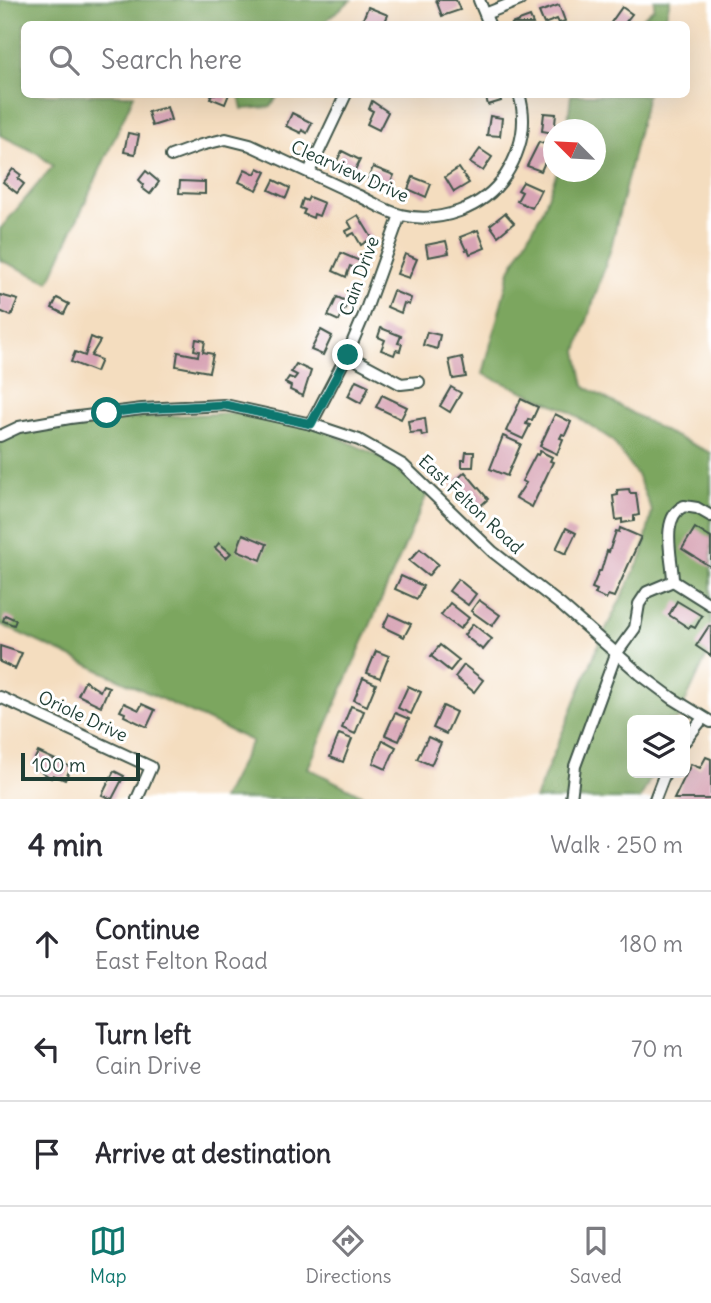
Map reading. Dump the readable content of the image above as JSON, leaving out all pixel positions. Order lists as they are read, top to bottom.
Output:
{
  "streets": {
    "street": [
      "Clearview Drive",
      "Cain Drive",
      "East Felton Road",
      "Oriole Drive"
    ]
  },
  "crossings": [
    ["Clearview Drive", "Cain Drive"],
    ["Cain Drive", "East Felton Road"]
  ],
  "scale_bar": "100 m",
  "north": "top left",
  "page": {
    "search": "Search here",
    "scale": "100 m",
    "heading": ["4 min", "Walk · 250 m"],
    "list": [
      ["Continue", "East Felton Road", "180 m"],
      ["Turn left", "Cain Drive", "70 m"],
      "Arrive at destination"
    ],
    "nav": ["Map", "Directions", "Saved"]
  }
}
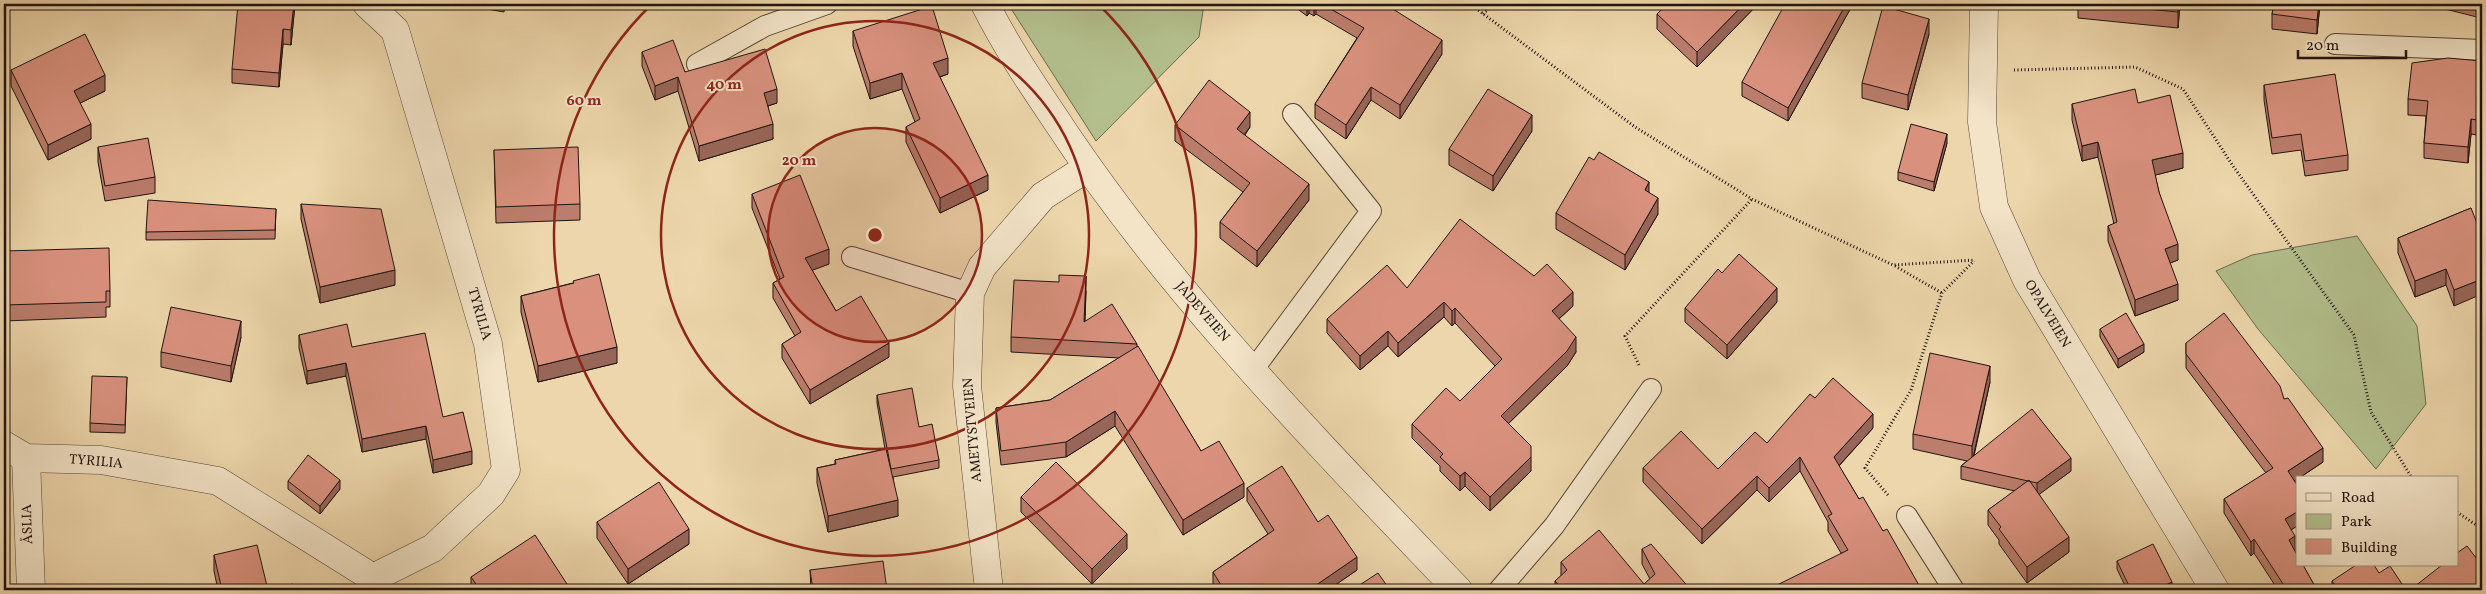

□ □ □ □ □ □ □

* [Problem to work on]
Would you return the material above exactly, apart from its pictures?

* [Your solution]
Map reading. Dump the readable content of the image above as JSON, leaving out all pixel positions. Order lists as they are read, top to bottom.
Output:
{
  "streets": {
    "street": [
      "Clearview Drive",
      "Cain Drive",
      "East Felton Road",
      "Oriole Drive"
    ]
  },
  "crossings": [
    ["Clearview Drive", "Cain Drive"],
    ["Cain Drive", "East Felton Road"]
  ],
  "scale_bar": "100 m",
  "north": "top left",
  "page": {
    "search": "Search here",
    "scale": "100 m",
    "heading": ["4 min", "Walk · 250 m"],
    "list": [
      ["Continue", "East Felton Road", "180 m"],
      ["Turn left", "Cain Drive", "70 m"],
      "Arrive at destination"
    ],
    "nav": ["Map", "Directions", "Saved"]
  }
}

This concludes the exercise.